On a tous du génie ou presque

Mélanie Loisel, L’Itinéraire, Montréal, le 1er novembre 2014

Personne n'est à l'abri un jour ou l'autre de se retrouver dans la rue ou du moins dans une situation d'extrême précarité. Avec des diplômes ou pas, quand la maladie frappe, quand les dépendances deviennent trop fortes ou que le couperet tombe, qui sait ce qui peut arriver ?

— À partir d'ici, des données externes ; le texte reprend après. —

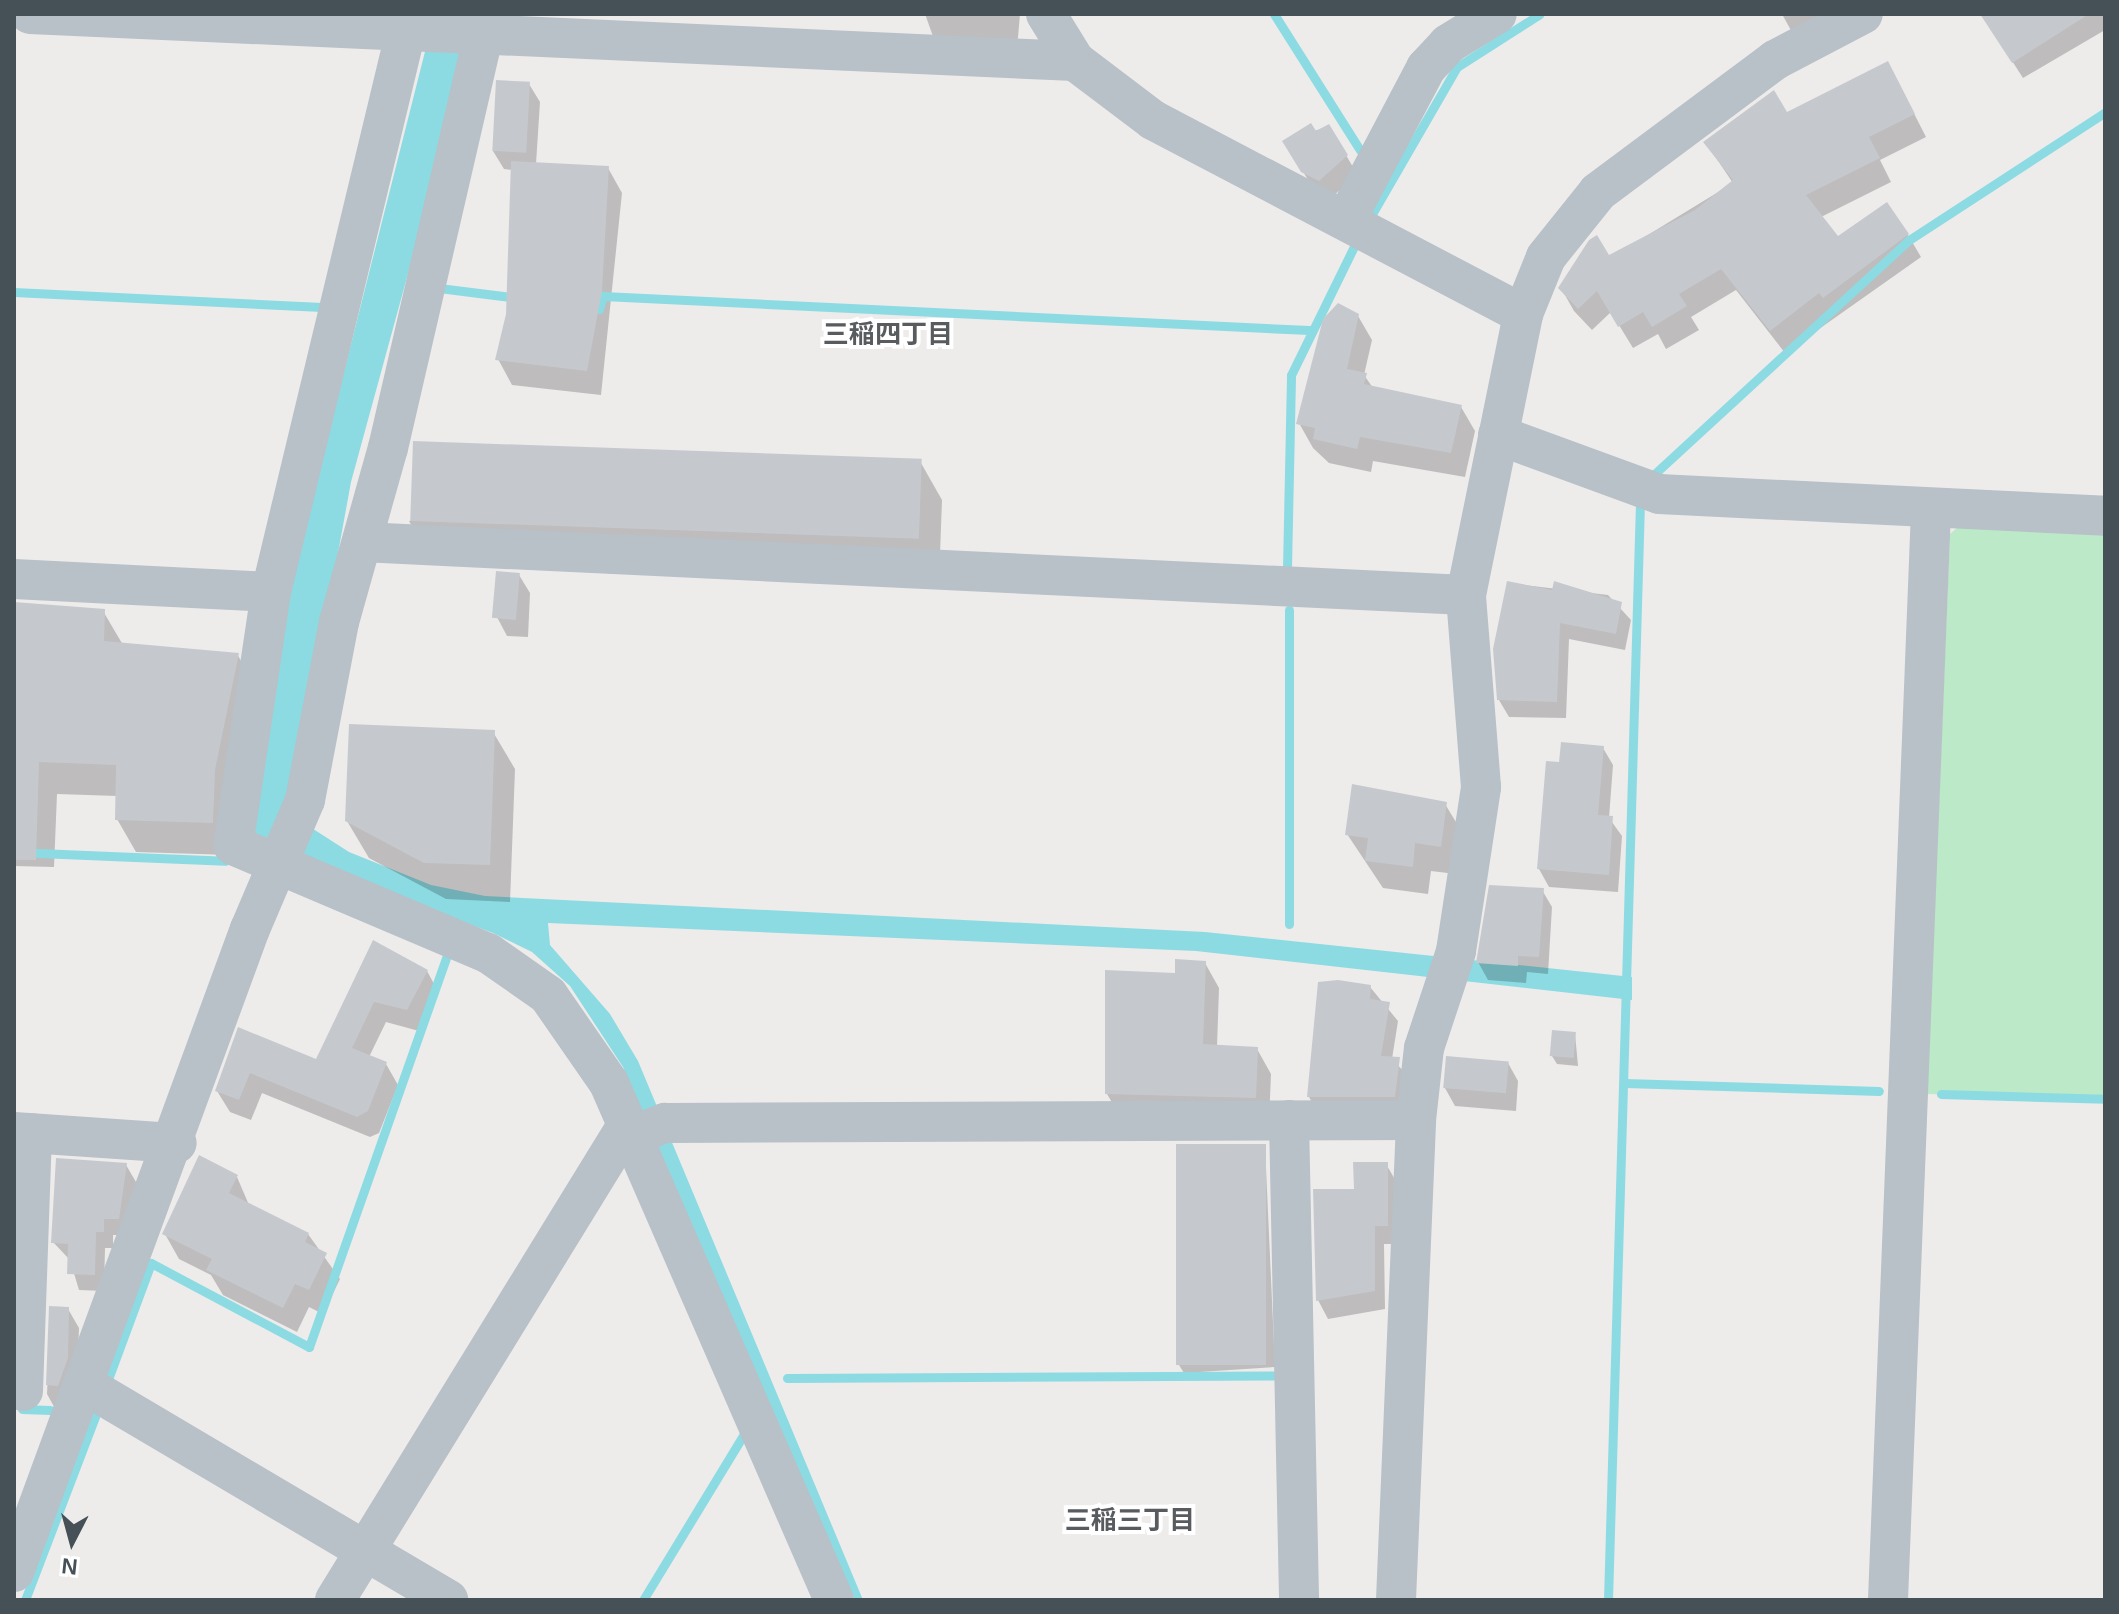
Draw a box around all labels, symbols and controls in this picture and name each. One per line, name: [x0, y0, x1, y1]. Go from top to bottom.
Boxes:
district label: 三稲四丁目: [823, 319, 953, 351]
north arrow: [32, 1502, 112, 1582]
district label: 三稲三丁目: [1065, 1505, 1195, 1537]
text: N: [60, 1553, 79, 1580]

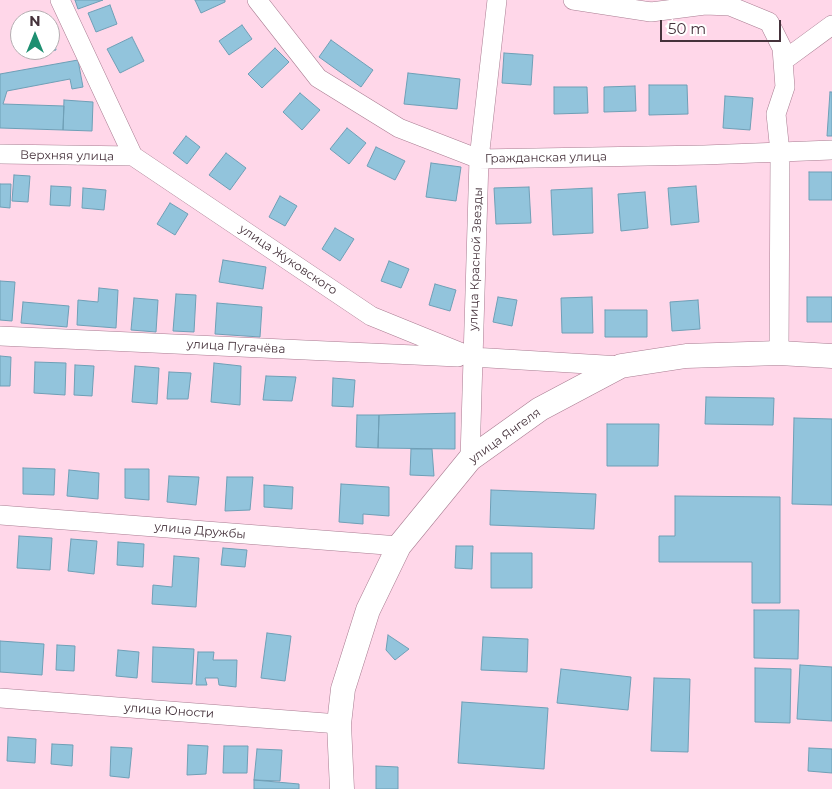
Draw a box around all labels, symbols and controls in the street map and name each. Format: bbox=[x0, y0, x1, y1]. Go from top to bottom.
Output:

Malgré les épreuves inattendues, tout le monde a des compétences, des connaissances, du talent, du génie, bref une forme ou une autre d'intelligence! Depuis des années, de nombreux organismes communautaires ont su développer cette richesse humaine dans notre société. Avec des budgets souvent faméliques, ils réussissent à faire des miracles en venant en aide aux plus vulnérables, en leur offrant des soins, en leur trouvant un logement, en leur remplissant le ventre et en leur proposant des emplois pour subvenir à leurs besoins. Certains créent même de petits boulots pour des personnes atteintes de trisomie, d'autisme, de schizophrénie ou de toute autre maladie qui, autrement, ne pourraient jamais travailler.

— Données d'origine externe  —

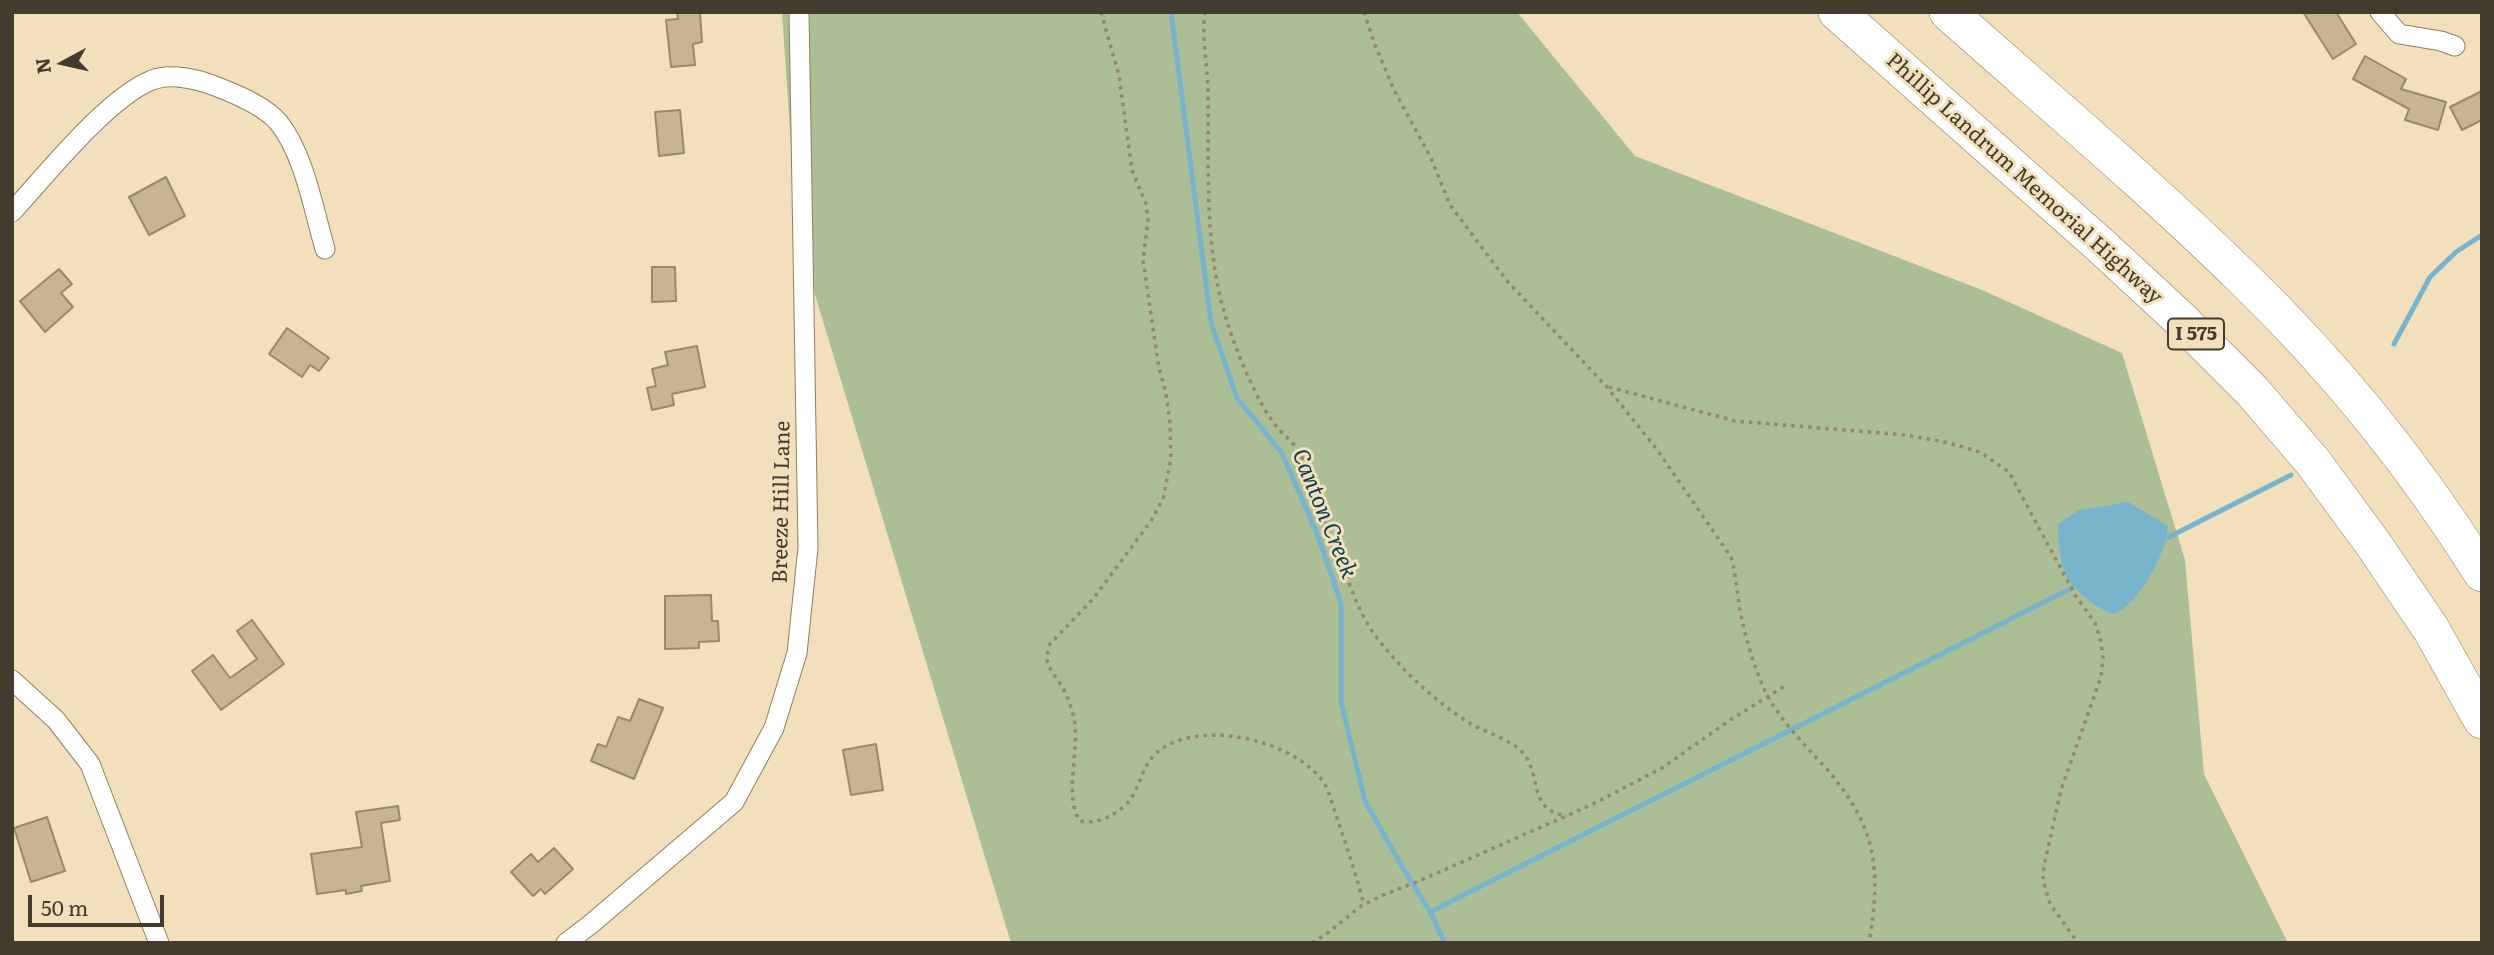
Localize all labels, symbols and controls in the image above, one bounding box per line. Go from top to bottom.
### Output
north arrow [28,28,98,98]
street label: Phillip Landrum Memorial Highway [1881,48,2167,310]
text: N [27,56,57,76]
road number: I 575 [2168,318,2224,350]
street label: Breeze Hill Lane [768,420,796,584]
water label: Canton Creek [1285,445,1363,583]
scale bar [32,881,168,925]
text: 50 m [41,891,88,922]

Mais voilà que le gouvernement Couillard a décidé de sabrer l'aide gouvernementale de ces organismes sous prétexte que tout le monde doit faire sa juste part. Même s'il est encore difficile de saisir l'ampleur des compressions, des groupes d'insertion sociale comme L'Itinéraire craignent d'être privés de certaines subventions permettant à quelques personnes d'occuper un emploi adapté. Le portrait de la situation reste encore flou. Les compressions risquent de se faire, au cas par cas, insidieusement et sournoisement. Québec a beau rabâcher qu'il s'agit de « mesures d'optimisation », que les services ne seront pas coupés, mais on ne sait toujours pas comment il compte s'y prendre et quelles sont les économies qu'il compte faire.

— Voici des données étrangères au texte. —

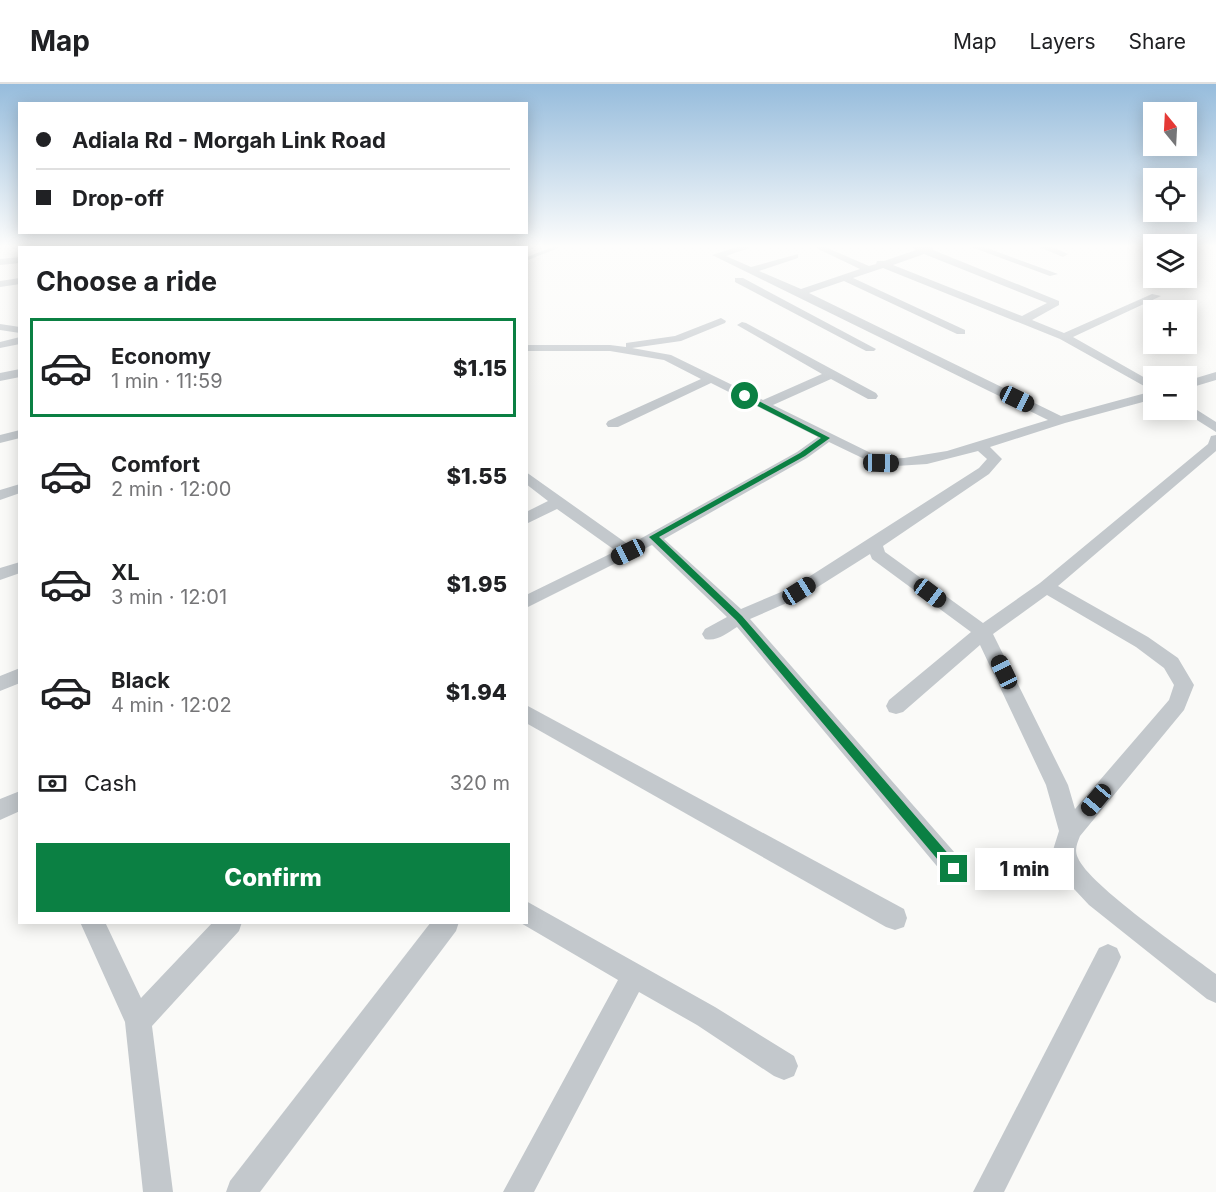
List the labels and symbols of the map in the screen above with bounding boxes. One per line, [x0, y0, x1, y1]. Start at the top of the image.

Sans l'aide apportée aux organismes communautaires, des centaines de personnes seront inévitablement laissées à elles-mêmes. Et tous les intervenants du milieu anticipent déjà les conséquences. Les travailleurs délaissés seront plus malades, consommeront plus, traîneront plus dans la rue et finiront peut-être même en prison. Le gouvernement aurait donc intérêt à calculer non seulement les coûts des programmes, mais aussi les coûts supplémentaires des soins de santé, des services juridiques, des services policiers et carcéraux. Parce que les dizaines de millions de dollars accordés aux organismes ne sont qu'une pacotille pour redonner la dignité aux plus vulnérables tout en assurant la santé et la sécurité dans notre société. Et c'est, faut-il le rappeler, leur responsabilité d'y veiller. Alors au lieu de regarder une seule colonne de chiffres dans son budget, en vue de réduire la dette, le gouvernement devrait peut-être aussi en rajouter une de plus, parce qu'il verrait que ses compressions sont loin d’être une idée de génie.